Records for the task.
————————
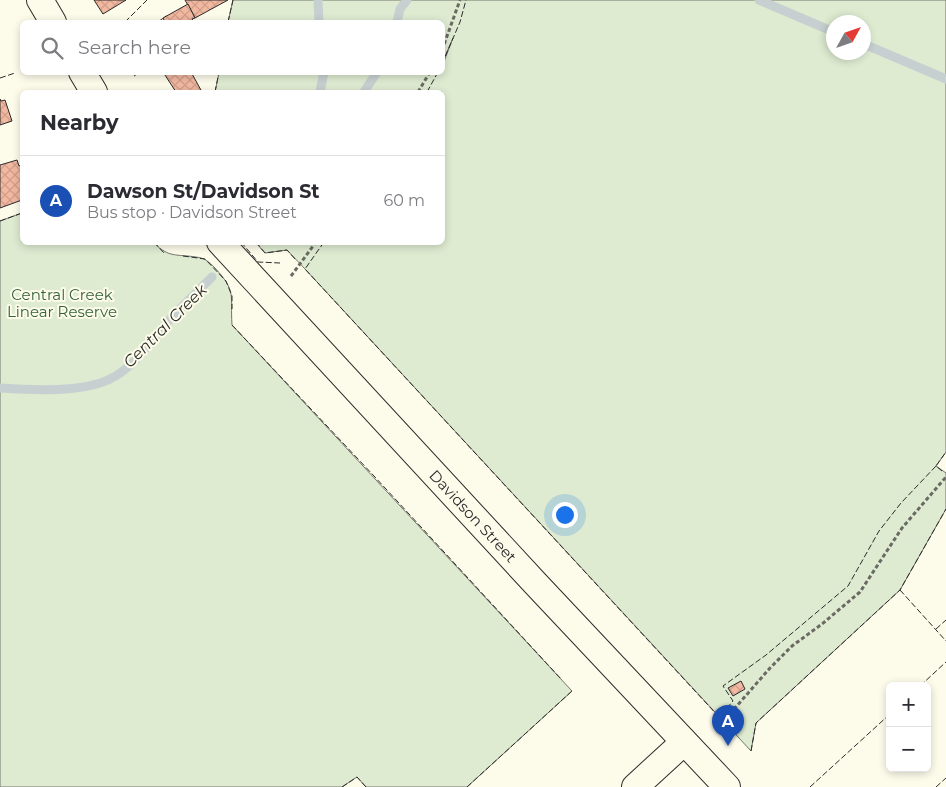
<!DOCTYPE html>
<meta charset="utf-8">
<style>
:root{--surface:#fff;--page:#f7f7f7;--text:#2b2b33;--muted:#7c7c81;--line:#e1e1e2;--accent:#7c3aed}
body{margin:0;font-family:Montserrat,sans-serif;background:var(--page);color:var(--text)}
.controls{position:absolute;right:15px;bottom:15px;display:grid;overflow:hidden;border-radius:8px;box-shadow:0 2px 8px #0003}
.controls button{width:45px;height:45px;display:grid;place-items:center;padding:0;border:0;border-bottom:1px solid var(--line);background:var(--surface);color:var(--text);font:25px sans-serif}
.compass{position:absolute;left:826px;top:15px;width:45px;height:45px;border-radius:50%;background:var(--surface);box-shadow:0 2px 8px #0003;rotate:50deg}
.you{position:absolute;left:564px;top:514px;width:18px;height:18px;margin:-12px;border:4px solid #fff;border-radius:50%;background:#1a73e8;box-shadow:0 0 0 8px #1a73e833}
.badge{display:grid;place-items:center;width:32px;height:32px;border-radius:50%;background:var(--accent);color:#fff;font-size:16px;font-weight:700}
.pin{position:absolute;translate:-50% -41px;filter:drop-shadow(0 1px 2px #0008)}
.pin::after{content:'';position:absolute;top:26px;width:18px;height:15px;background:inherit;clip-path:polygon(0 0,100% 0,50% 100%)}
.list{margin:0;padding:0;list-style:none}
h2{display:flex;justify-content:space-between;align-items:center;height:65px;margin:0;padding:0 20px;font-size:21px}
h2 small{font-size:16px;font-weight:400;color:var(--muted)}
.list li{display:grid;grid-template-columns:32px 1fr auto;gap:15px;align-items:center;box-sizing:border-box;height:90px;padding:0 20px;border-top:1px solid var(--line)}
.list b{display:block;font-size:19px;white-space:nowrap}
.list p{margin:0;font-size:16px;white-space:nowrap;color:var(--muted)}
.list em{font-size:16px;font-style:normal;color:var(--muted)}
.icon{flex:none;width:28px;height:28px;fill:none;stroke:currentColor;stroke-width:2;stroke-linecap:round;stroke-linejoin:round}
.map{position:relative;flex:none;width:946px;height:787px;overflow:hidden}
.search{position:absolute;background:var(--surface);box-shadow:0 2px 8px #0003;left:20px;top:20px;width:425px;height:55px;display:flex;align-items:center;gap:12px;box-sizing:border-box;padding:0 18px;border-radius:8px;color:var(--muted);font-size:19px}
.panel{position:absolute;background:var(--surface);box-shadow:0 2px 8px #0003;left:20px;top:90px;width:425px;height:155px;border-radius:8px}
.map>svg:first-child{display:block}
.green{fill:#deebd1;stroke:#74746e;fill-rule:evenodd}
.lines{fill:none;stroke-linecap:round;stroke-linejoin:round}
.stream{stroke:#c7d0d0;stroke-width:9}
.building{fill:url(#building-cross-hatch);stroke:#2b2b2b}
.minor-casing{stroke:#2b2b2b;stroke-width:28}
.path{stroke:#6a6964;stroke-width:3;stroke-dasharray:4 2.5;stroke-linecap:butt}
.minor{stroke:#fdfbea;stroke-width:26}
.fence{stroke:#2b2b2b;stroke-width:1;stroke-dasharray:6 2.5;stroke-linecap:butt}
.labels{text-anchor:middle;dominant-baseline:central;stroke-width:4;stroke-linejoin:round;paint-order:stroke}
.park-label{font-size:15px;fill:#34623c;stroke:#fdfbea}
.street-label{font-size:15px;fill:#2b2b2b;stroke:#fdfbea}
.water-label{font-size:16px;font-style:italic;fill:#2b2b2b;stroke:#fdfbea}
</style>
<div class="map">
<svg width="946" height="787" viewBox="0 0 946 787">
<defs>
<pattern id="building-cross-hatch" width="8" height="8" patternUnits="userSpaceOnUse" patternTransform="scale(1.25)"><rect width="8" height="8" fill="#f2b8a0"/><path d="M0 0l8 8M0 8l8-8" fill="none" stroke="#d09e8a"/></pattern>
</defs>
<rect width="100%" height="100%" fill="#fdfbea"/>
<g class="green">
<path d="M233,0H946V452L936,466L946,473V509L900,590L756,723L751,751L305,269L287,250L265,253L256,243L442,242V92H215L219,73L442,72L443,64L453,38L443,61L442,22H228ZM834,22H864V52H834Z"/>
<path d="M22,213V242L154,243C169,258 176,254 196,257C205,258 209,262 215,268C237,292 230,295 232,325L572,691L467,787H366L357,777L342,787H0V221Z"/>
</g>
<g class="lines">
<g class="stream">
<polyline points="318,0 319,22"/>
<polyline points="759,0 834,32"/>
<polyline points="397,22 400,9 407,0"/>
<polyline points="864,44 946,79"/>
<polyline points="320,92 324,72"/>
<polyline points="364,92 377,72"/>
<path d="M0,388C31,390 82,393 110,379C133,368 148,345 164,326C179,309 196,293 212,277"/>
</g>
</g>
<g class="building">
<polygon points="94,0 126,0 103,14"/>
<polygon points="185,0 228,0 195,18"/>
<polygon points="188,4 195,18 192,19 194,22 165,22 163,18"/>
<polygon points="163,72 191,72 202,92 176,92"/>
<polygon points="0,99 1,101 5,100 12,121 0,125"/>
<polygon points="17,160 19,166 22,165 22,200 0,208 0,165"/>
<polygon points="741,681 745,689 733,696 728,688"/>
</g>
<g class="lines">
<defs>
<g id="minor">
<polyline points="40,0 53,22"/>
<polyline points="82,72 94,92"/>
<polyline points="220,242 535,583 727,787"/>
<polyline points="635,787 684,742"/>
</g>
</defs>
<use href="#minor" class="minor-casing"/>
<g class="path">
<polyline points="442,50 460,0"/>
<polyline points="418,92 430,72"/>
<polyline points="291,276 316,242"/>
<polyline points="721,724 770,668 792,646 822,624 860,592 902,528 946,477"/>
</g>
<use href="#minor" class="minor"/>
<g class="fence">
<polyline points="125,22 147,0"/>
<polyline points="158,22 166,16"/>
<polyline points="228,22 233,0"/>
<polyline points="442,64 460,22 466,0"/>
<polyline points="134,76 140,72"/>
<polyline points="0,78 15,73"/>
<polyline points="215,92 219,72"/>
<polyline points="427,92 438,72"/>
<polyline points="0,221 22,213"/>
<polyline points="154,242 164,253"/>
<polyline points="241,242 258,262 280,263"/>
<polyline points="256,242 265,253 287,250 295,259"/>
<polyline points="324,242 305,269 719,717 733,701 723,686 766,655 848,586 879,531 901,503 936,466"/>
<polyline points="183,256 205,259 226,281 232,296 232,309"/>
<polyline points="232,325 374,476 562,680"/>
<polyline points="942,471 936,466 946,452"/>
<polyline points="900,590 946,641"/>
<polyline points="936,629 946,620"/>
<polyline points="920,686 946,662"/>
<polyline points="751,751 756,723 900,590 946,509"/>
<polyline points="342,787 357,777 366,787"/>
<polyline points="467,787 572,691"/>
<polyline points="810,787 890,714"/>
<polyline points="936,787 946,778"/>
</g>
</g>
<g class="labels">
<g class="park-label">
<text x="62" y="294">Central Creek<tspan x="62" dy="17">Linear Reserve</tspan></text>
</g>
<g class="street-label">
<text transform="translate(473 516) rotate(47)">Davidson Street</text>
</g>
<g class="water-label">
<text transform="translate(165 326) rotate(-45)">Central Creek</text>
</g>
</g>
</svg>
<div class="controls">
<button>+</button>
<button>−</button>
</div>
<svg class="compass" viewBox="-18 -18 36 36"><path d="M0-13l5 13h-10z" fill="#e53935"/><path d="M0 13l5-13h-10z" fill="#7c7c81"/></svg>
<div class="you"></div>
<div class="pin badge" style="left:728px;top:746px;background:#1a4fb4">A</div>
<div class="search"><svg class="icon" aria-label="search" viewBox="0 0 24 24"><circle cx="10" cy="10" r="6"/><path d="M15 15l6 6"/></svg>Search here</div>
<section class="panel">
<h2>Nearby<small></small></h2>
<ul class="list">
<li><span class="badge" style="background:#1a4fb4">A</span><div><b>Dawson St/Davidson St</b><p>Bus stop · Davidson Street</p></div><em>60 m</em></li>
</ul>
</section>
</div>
————————
Activity.
Please give the number of lines above containing "nowrap" and nothing else.

Result of the task.
2